Records from a data source
***
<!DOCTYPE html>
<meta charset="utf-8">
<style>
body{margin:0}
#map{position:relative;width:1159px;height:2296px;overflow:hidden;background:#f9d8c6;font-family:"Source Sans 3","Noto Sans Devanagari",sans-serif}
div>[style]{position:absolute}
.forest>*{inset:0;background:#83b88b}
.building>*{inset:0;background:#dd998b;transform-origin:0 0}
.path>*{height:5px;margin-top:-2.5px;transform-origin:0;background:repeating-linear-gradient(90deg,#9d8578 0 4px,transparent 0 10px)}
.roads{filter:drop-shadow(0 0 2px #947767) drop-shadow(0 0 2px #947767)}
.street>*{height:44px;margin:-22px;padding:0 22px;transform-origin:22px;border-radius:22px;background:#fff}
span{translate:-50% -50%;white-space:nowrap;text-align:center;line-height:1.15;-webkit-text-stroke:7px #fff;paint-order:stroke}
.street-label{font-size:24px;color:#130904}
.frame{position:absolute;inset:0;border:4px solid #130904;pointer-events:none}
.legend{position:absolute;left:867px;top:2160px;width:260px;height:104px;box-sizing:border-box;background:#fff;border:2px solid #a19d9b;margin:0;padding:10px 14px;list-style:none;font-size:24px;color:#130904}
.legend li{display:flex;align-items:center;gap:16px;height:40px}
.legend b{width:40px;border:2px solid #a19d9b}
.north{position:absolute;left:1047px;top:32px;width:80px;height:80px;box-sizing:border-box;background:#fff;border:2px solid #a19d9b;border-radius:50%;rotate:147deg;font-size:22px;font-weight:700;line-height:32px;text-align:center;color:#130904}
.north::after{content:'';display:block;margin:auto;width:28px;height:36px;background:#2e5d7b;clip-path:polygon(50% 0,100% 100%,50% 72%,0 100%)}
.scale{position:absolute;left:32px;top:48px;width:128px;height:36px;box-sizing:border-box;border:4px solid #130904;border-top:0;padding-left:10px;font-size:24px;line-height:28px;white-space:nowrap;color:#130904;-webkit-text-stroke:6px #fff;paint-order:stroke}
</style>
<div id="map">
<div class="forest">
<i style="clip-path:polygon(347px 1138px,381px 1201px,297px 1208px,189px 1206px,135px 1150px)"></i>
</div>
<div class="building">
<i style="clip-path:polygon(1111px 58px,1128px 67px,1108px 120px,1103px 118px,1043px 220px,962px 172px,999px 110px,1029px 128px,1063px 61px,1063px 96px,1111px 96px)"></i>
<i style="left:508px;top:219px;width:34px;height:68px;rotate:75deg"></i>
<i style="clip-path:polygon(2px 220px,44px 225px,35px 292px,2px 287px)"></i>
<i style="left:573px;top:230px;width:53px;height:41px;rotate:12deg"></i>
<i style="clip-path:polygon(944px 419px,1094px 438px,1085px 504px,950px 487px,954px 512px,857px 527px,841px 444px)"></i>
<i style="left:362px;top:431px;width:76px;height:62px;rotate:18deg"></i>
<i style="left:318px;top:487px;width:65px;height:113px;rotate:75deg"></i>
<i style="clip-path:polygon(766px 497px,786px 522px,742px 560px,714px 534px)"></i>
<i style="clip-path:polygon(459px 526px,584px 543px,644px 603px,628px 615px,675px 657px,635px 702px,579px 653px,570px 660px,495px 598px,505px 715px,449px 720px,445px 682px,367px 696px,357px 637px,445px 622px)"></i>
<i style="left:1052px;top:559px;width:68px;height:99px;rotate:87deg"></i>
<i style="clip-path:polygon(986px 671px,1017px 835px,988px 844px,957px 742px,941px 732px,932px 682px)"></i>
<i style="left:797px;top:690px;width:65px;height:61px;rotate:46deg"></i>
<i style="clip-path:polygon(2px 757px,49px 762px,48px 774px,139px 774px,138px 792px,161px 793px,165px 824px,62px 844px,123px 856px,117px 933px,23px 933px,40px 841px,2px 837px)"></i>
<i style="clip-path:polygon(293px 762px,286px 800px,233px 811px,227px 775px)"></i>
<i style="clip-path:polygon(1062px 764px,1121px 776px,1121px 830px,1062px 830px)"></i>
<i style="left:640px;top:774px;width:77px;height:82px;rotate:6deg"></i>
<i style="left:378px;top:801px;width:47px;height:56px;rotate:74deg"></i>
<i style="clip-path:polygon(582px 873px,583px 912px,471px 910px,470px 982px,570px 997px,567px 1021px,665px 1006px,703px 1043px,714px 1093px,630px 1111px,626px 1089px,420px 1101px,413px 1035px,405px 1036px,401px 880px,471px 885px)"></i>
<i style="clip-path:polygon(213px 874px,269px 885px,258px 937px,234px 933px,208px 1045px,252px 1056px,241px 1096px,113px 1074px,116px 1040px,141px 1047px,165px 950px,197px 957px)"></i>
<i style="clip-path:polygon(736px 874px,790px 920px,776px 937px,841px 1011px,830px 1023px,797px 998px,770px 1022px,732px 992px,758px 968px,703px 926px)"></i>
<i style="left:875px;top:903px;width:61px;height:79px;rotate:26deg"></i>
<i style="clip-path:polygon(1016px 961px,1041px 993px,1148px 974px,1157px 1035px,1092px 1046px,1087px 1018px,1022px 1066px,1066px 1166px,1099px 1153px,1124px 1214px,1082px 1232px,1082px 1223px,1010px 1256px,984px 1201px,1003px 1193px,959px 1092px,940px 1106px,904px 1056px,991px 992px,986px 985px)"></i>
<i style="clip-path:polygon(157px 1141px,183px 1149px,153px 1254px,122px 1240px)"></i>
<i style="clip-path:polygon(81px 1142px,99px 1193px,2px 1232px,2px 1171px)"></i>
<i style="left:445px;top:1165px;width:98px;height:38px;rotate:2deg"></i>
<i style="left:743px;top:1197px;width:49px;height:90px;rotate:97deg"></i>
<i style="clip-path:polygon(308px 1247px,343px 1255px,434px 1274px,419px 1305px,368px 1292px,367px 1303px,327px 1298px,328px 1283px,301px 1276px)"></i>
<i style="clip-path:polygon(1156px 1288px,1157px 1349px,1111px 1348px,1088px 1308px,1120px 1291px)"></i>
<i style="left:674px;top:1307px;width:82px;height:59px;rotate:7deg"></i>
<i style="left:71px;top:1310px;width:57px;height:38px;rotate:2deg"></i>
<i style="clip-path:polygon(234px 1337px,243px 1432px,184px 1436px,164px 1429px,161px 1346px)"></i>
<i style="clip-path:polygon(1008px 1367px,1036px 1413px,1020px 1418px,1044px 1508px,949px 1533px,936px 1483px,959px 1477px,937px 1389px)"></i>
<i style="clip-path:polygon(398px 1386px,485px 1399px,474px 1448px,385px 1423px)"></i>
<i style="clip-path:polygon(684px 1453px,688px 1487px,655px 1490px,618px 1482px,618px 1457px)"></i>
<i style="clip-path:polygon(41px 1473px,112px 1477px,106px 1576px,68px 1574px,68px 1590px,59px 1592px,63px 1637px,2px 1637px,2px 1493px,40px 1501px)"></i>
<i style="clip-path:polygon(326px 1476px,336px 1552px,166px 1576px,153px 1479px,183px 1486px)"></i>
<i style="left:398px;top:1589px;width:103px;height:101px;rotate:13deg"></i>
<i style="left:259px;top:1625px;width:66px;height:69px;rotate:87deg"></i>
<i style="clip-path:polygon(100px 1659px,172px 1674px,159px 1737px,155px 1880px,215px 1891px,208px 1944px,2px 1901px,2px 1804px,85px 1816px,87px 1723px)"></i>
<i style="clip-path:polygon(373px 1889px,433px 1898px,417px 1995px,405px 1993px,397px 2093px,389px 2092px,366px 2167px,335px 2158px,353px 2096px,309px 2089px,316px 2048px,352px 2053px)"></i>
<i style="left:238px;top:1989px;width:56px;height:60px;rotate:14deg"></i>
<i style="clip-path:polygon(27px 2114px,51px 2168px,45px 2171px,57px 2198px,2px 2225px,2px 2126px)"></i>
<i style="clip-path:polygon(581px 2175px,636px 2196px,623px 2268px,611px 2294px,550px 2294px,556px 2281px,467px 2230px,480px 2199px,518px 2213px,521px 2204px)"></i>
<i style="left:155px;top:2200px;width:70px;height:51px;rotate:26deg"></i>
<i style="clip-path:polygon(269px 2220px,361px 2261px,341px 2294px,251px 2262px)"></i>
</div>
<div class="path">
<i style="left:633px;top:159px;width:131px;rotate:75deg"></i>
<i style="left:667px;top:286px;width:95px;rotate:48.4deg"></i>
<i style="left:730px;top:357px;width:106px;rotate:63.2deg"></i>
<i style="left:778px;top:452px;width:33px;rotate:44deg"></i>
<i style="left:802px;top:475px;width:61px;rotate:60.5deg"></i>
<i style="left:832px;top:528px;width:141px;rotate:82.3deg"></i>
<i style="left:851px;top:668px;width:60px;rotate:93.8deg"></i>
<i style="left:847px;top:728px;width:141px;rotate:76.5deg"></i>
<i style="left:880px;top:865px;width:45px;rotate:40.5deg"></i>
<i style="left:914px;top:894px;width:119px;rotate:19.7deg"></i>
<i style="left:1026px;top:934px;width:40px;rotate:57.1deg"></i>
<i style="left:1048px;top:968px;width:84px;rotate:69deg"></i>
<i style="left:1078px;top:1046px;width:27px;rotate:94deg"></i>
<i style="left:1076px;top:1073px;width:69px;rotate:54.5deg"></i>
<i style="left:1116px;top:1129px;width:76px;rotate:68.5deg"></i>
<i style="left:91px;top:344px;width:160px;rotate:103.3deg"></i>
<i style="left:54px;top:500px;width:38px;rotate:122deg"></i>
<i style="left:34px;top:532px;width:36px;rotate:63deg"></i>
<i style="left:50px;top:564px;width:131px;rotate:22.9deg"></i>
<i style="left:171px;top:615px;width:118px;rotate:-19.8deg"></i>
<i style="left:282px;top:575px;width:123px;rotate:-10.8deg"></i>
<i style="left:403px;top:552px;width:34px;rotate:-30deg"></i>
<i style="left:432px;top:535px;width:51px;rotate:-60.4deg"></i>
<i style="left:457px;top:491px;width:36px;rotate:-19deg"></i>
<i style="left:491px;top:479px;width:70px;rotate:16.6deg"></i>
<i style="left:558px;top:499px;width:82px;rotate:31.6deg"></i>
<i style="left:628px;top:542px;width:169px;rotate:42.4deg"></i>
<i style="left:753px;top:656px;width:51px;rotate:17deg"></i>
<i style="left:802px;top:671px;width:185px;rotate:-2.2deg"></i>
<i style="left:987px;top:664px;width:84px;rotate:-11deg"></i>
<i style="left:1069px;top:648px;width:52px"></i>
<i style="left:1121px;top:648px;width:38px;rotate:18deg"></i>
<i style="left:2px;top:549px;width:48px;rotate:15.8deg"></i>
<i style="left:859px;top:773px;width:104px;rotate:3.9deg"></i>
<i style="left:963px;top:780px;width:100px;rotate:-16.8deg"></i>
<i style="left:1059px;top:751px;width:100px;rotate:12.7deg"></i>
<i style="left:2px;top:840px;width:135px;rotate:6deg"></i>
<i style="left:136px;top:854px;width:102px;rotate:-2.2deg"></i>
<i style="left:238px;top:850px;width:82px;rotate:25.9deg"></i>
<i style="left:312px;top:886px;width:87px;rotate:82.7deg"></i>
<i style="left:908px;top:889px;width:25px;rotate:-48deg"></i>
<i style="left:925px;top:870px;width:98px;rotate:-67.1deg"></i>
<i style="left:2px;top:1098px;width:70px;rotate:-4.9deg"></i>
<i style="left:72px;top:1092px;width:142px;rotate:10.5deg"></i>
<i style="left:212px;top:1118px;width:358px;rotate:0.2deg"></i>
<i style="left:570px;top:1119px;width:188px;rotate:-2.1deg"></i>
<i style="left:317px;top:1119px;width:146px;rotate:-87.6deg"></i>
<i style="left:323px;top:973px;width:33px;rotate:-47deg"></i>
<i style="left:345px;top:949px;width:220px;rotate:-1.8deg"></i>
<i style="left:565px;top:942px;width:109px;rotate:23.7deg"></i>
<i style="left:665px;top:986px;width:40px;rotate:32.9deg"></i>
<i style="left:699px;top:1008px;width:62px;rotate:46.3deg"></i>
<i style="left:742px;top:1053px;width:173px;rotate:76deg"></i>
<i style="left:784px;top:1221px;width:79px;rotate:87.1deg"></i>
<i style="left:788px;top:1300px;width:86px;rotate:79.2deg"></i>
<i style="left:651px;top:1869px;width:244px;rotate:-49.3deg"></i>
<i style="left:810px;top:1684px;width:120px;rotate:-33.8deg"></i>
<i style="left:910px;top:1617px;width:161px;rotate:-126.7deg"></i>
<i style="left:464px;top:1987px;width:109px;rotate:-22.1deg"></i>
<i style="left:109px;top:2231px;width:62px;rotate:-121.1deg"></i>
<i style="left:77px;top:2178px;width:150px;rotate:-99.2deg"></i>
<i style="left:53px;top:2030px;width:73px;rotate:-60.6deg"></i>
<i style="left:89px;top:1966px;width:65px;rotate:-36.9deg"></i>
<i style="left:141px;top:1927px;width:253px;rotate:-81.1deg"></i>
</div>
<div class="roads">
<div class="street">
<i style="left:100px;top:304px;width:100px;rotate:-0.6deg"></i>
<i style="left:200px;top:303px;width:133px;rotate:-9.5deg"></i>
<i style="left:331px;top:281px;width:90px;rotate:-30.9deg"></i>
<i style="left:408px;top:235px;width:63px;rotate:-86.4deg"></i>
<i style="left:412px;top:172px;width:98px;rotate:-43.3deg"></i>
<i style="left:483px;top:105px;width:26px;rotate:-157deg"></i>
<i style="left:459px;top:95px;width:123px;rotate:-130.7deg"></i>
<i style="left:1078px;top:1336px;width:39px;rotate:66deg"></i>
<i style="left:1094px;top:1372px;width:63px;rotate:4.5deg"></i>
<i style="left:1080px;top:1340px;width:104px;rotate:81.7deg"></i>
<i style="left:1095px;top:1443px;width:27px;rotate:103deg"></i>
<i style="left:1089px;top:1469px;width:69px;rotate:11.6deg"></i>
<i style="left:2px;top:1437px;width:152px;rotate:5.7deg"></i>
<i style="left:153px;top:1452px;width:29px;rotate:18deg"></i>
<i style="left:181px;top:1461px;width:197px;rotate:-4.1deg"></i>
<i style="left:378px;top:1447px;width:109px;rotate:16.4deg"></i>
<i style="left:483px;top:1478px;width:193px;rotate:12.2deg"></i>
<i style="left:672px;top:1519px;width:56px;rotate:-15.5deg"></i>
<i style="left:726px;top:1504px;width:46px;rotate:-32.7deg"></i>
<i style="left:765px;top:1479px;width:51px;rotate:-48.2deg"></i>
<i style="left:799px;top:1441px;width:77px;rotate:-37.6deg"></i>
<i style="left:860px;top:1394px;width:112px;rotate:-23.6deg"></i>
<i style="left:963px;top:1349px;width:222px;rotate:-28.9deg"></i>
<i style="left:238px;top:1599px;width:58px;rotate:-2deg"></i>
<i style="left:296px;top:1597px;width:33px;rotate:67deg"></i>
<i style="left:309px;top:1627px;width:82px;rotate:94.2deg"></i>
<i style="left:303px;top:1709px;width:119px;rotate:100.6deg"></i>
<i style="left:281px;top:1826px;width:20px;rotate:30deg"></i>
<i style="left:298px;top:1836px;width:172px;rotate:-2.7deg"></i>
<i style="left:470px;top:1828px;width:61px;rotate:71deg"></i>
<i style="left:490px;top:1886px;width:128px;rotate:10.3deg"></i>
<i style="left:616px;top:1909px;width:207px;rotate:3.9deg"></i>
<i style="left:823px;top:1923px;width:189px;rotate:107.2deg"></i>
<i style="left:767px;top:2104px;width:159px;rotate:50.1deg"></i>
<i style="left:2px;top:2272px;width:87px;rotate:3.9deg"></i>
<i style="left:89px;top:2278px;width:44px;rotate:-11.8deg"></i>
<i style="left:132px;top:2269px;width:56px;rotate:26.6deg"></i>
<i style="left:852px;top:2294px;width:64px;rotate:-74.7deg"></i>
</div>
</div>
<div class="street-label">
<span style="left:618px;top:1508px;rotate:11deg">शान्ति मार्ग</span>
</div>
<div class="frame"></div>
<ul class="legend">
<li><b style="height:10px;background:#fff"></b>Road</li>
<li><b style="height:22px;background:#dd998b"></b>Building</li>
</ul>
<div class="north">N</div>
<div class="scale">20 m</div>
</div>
***
Return the entries above unchanged, starting at the first line and stopping after the line with "2px #947767) drop-shadow(0".

__Answer section__.
<!DOCTYPE html>
<meta charset="utf-8">
<style>
body{margin:0}
#map{position:relative;width:1159px;height:2296px;overflow:hidden;background:#f9d8c6;font-family:"Source Sans 3","Noto Sans Devanagari",sans-serif}
div>[style]{position:absolute}
.forest>*{inset:0;background:#83b88b}
.building>*{inset:0;background:#dd998b;transform-origin:0 0}
.path>*{height:5px;margin-top:-2.5px;transform-origin:0;background:repeating-linear-gradient(90deg,#9d8578 0 4px,transparent 0 10px)}
.roads{filter:drop-shadow(0 0 2px #947767) drop-shadow(0 0 2px #947767)}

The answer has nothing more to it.